Prompt Curriculum Learning for Efficient LLM Post-Training

TL;DR

Prompt Curriculum Learning (PCL) addresses the data-inefficiency of RL-based post-training for large language models by using an online value model to filter prompts with intermediate difficulty, thereby avoiding costly rollouts. The work reveals two actionable insights: there is an optimal batch-size transition point for generation-time scaling, and prompts around $p(x)\approx0.5$ provide the strongest gradient signals.
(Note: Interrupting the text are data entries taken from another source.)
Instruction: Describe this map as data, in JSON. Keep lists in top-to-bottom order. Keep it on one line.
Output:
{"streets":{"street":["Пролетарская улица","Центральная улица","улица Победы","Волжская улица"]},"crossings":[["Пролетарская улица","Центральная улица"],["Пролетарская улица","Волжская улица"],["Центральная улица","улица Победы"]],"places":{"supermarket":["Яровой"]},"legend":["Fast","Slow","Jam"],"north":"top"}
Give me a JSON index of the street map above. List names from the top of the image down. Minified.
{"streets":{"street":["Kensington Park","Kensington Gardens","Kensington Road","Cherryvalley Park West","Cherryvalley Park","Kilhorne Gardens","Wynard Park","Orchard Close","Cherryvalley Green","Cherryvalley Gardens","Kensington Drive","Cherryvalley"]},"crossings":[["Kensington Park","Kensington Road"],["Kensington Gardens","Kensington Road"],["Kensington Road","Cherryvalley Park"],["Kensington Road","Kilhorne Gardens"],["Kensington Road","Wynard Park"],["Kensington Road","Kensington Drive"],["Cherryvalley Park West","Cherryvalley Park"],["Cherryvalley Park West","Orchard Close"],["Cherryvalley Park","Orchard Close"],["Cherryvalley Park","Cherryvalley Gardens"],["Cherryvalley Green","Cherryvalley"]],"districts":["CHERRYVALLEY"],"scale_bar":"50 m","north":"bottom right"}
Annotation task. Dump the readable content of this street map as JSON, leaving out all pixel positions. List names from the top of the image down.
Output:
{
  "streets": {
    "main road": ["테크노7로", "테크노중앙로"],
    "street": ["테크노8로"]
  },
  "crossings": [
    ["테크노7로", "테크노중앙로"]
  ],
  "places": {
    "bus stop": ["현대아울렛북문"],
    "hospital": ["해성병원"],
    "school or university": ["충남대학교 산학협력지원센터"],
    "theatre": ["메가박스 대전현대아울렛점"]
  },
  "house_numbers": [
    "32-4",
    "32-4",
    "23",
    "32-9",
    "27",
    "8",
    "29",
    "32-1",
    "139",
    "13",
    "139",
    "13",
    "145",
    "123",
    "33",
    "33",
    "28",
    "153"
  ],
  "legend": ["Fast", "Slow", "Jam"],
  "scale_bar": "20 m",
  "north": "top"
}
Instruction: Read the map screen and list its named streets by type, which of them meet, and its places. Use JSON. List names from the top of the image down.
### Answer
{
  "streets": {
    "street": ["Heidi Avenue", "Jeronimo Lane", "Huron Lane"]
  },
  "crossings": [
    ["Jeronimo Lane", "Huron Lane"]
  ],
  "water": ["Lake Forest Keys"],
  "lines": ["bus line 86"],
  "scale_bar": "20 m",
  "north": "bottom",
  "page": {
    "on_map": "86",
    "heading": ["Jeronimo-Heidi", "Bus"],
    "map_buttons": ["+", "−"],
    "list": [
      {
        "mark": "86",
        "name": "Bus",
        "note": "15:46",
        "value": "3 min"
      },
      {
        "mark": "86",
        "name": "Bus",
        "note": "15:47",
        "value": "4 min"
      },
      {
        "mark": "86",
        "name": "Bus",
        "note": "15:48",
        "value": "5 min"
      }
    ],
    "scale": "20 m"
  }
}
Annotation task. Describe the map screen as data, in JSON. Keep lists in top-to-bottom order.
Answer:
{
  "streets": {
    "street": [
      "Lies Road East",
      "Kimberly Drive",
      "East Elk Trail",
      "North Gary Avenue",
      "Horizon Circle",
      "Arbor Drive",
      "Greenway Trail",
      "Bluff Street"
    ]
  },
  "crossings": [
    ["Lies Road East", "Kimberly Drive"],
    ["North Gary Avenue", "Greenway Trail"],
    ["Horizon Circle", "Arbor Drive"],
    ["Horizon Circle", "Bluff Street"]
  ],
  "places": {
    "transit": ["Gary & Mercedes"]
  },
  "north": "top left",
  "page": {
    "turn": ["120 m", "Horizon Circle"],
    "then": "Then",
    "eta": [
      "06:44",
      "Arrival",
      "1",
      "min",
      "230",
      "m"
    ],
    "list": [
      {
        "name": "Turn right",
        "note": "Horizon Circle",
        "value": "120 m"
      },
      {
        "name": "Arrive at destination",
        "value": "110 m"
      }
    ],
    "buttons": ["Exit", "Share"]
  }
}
PCL implements an on-policy, rollout-free prompt-filtering mechanism that updates both the policy and the value model, achieving faster convergence and significant compute savings on reasoning benchmarks such as MATH and DeepScaleR. Across these datasets, PCL attains state-of-the-art performance or substantial efficiency gains, demonstrating a practical path to more efficient reasoning-focused RL for LLM post-training while maintaining an on-policy training regime.

Abstract

We introduce Prompt Curriculum Learning (PCL), a lightweight reinforcement learning (RL) algorithm that selects intermediate-difficulty prompts using a learned value model to post-train language models. Since post-training LLMs via RL remains sensitive to batching and prompt selection strategies, we first conduct a series of systematic experiments where we (1) determine the optimal training batch size that balances generation efficiency and gradient quality and (2) establish the importance of focusing on prompts of intermediate difficulty for the policy. We build upon these results to design PCL, which identifies prompts of intermediate difficulty for the current policy in an on-policy manner by using a value model that is concurrently updated based on the current policy. By focusing on informative prompts that yield high effective ratios, PCL achieves either the highest performance or requires significantly less time to reach comparable performance to its counterparts. Compared to rollout-based filtering methods, PCL avoids costly rollouts and achieves $12.1\times$ and $16.9\times$ faster speed on identifying intermediate-difficulty prompts when training on MATH and DeepScaleR, respectively. We further demonstrate that our value model accurately predicts prompt difficulty and allows PCL to focus on progressively more challenging prompts during RL. Our results present a new methodology that delivers improved tradeoff between upper-bound performance and efficiency for reasoning-focused RL.

Figures (18)

• Figure 1: We conduct a systematic investigation of the trade-offs on generation time vs. batch size and number of prompts vs. generations per prompt. We identify an optimal batch size that achieves the best trade-off and discover that the prompts of intermediate difficulty are the most effective for learning. Building on these insights, we introduce Prompt Curriculum Learning (PCL), which trains a value model online for prompt filtering. Compared to the rollout-based filter method, PCL is $12.1\times$ and $16.9\times$ faster during prompt filtering when training on MATH and DeepScaleR respectively.
• Figure 2: (Left / Middle) Training reward as a function of training steps and wall-clock time for Qwen3-4B-Base on MATH and DeepScaleR. The legend indicates the batch configuration in terms of (number of prompts $m$, generations per prompt $n$). (Right) Generation time per step and test accuracy across different batch sizes. The dashed line represents the linear increase that intercepts the origin and the generation time for the largest batch size. Both axes are in log scale. For key takeaways, refer to the paragraph headers in Section \ref{['sec:optimal_bs']}.
• Figure 3: Generation time per step and test accuracy across different batch size combinations (number of prompts $m$, generations per prompt $n$) for Qwen3-4B-Base on MATH and DeepScaleR.
• Figure 4: (Left) Training reward before downsampling in terms of step with number of prompts $m=512$ and generations per prompt $n=8$. (Middle) Training reward after downsampling. (Right) Average effective ratio and gradient norm over training steps, and average test accuracy of six benchmarks across different thresholds. For key takeaways, refer to Section \ref{['sec:optimal_nm']}.
• Figure 5: Average effective ratio over training steps and average test accuracy of six benchmarks under different thresholds $p(x)$ and generations per prompt $n$.